(Data shown)
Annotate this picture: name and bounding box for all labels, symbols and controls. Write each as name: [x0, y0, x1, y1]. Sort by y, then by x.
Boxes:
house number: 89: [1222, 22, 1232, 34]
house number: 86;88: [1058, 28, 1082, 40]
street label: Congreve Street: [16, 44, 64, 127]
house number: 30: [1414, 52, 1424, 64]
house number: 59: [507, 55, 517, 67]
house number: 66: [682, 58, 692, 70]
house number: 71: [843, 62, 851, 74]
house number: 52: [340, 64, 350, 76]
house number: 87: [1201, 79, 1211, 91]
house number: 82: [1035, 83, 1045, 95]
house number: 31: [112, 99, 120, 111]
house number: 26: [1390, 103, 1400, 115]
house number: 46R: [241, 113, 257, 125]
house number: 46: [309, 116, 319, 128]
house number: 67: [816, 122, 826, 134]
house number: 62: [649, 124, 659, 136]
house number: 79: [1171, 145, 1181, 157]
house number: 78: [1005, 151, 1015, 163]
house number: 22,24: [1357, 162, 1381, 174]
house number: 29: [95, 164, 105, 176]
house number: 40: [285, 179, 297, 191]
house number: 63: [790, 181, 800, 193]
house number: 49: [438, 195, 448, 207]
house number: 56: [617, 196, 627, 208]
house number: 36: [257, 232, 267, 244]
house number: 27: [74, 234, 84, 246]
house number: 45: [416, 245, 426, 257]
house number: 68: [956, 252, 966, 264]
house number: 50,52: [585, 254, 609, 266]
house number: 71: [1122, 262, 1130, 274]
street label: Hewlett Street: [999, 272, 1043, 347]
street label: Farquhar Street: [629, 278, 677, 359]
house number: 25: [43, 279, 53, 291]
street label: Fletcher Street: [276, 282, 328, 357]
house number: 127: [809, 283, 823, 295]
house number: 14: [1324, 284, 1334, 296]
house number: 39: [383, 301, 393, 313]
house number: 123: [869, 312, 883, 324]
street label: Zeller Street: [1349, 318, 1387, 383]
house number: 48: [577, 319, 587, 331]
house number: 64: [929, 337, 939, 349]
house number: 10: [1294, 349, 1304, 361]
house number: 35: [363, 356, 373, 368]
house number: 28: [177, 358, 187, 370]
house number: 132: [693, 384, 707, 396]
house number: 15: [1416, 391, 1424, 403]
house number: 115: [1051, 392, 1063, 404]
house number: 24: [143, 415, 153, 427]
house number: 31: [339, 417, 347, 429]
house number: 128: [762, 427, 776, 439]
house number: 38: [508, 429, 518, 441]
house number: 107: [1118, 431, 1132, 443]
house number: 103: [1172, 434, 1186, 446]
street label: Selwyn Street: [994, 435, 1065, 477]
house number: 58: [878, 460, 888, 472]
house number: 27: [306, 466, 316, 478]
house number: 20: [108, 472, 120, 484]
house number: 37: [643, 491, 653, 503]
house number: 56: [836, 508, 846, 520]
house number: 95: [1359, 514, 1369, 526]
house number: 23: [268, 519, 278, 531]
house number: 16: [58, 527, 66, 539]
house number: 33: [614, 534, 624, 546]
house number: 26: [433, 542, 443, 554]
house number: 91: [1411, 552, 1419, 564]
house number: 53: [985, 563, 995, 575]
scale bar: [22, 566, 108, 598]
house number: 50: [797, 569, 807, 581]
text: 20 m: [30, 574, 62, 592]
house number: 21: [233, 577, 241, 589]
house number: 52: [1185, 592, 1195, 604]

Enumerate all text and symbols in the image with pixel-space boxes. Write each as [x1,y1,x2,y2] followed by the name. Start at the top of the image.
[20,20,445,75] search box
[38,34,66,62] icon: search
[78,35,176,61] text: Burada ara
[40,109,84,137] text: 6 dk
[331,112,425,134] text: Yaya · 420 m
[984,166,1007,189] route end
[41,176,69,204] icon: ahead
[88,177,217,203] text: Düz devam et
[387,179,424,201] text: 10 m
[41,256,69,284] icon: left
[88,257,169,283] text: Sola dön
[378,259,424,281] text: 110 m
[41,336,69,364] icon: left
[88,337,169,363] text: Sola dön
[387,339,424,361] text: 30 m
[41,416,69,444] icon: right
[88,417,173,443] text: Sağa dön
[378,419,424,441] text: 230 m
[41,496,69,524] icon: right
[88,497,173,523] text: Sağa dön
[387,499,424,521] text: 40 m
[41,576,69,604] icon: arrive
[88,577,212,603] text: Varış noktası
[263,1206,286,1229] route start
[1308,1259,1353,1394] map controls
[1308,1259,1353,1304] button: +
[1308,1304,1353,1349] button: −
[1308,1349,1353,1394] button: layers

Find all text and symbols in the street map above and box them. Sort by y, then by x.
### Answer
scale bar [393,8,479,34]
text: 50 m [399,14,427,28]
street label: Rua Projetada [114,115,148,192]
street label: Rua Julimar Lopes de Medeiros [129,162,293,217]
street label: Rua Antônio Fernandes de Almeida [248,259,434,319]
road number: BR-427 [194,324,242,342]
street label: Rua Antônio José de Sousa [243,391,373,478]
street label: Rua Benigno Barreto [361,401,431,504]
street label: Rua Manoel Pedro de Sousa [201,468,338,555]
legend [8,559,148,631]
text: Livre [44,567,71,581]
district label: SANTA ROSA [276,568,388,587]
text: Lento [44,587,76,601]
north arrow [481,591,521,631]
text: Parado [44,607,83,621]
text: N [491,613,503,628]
(End Data shown)
Goal of the exercise
Reproduce the records above in full, without altering a single character.

Solution for this problem
Annotate this picture: name and bounding box for all labels, symbols and controls. Write each as name: [x0, y0, x1, y1]. Sort by y, then by x.
Boxes:
house number: 89: [1222, 22, 1232, 34]
house number: 86;88: [1058, 28, 1082, 40]
street label: Congreve Street: [16, 44, 64, 127]
house number: 30: [1414, 52, 1424, 64]
house number: 59: [507, 55, 517, 67]
house number: 66: [682, 58, 692, 70]
house number: 71: [843, 62, 851, 74]
house number: 52: [340, 64, 350, 76]
house number: 87: [1201, 79, 1211, 91]
house number: 82: [1035, 83, 1045, 95]
house number: 31: [112, 99, 120, 111]
house number: 26: [1390, 103, 1400, 115]
house number: 46R: [241, 113, 257, 125]
house number: 46: [309, 116, 319, 128]
house number: 67: [816, 122, 826, 134]
house number: 62: [649, 124, 659, 136]
house number: 79: [1171, 145, 1181, 157]
house number: 78: [1005, 151, 1015, 163]
house number: 22,24: [1357, 162, 1381, 174]
house number: 29: [95, 164, 105, 176]
house number: 40: [285, 179, 297, 191]
house number: 63: [790, 181, 800, 193]
house number: 49: [438, 195, 448, 207]
house number: 56: [617, 196, 627, 208]
house number: 36: [257, 232, 267, 244]
house number: 27: [74, 234, 84, 246]
house number: 45: [416, 245, 426, 257]
house number: 68: [956, 252, 966, 264]
house number: 50,52: [585, 254, 609, 266]
house number: 71: [1122, 262, 1130, 274]
street label: Hewlett Street: [999, 272, 1043, 347]
street label: Farquhar Street: [629, 278, 677, 359]
house number: 25: [43, 279, 53, 291]
street label: Fletcher Street: [276, 282, 328, 357]
house number: 127: [809, 283, 823, 295]
house number: 14: [1324, 284, 1334, 296]
house number: 39: [383, 301, 393, 313]
house number: 123: [869, 312, 883, 324]
street label: Zeller Street: [1349, 318, 1387, 383]
house number: 48: [577, 319, 587, 331]
house number: 64: [929, 337, 939, 349]
house number: 10: [1294, 349, 1304, 361]
house number: 35: [363, 356, 373, 368]
house number: 28: [177, 358, 187, 370]
house number: 132: [693, 384, 707, 396]
house number: 15: [1416, 391, 1424, 403]
house number: 115: [1051, 392, 1063, 404]
house number: 24: [143, 415, 153, 427]
house number: 31: [339, 417, 347, 429]
house number: 128: [762, 427, 776, 439]
house number: 38: [508, 429, 518, 441]
house number: 107: [1118, 431, 1132, 443]
house number: 103: [1172, 434, 1186, 446]
street label: Selwyn Street: [994, 435, 1065, 477]
house number: 58: [878, 460, 888, 472]
house number: 27: [306, 466, 316, 478]
house number: 20: [108, 472, 120, 484]
house number: 37: [643, 491, 653, 503]
house number: 56: [836, 508, 846, 520]
house number: 95: [1359, 514, 1369, 526]
house number: 23: [268, 519, 278, 531]
house number: 16: [58, 527, 66, 539]
house number: 33: [614, 534, 624, 546]
house number: 26: [433, 542, 443, 554]
house number: 91: [1411, 552, 1419, 564]
house number: 53: [985, 563, 995, 575]
scale bar: [22, 566, 108, 598]
house number: 50: [797, 569, 807, 581]
text: 20 m: [30, 574, 62, 592]
house number: 21: [233, 577, 241, 589]
house number: 52: [1185, 592, 1195, 604]

Enumerate all text and symbols in the image with pixel-space boxes. Write each as [x1,y1,x2,y2] followed by the name. Start at the top of the image.
[20,20,445,75] search box
[38,34,66,62] icon: search
[78,35,176,61] text: Burada ara
[40,109,84,137] text: 6 dk
[331,112,425,134] text: Yaya · 420 m
[984,166,1007,189] route end
[41,176,69,204] icon: ahead
[88,177,217,203] text: Düz devam et
[387,179,424,201] text: 10 m
[41,256,69,284] icon: left
[88,257,169,283] text: Sola dön
[378,259,424,281] text: 110 m
[41,336,69,364] icon: left
[88,337,169,363] text: Sola dön
[387,339,424,361] text: 30 m
[41,416,69,444] icon: right
[88,417,173,443] text: Sağa dön
[378,419,424,441] text: 230 m
[41,496,69,524] icon: right
[88,497,173,523] text: Sağa dön
[387,499,424,521] text: 40 m
[41,576,69,604] icon: arrive
[88,577,212,603] text: Varış noktası
[263,1206,286,1229] route start
[1308,1259,1353,1394] map controls
[1308,1259,1353,1304] button: +
[1308,1304,1353,1349] button: −
[1308,1349,1353,1394] button: layers

Find all text and symbols in the street map above and box them. Sort by y, then by x.
### Answer
scale bar [393,8,479,34]
text: 50 m [399,14,427,28]
street label: Rua Projetada [114,115,148,192]
street label: Rua Julimar Lopes de Medeiros [129,162,293,217]
street label: Rua Antônio Fernandes de Almeida [248,259,434,319]
road number: BR-427 [194,324,242,342]
street label: Rua Antônio José de Sousa [243,391,373,478]
street label: Rua Benigno Barreto [361,401,431,504]
street label: Rua Manoel Pedro de Sousa [201,468,338,555]
legend [8,559,148,631]
text: Livre [44,567,71,581]
district label: SANTA ROSA [276,568,388,587]
text: Lento [44,587,76,601]
north arrow [481,591,521,631]
text: Parado [44,607,83,621]
text: N [491,613,503,628]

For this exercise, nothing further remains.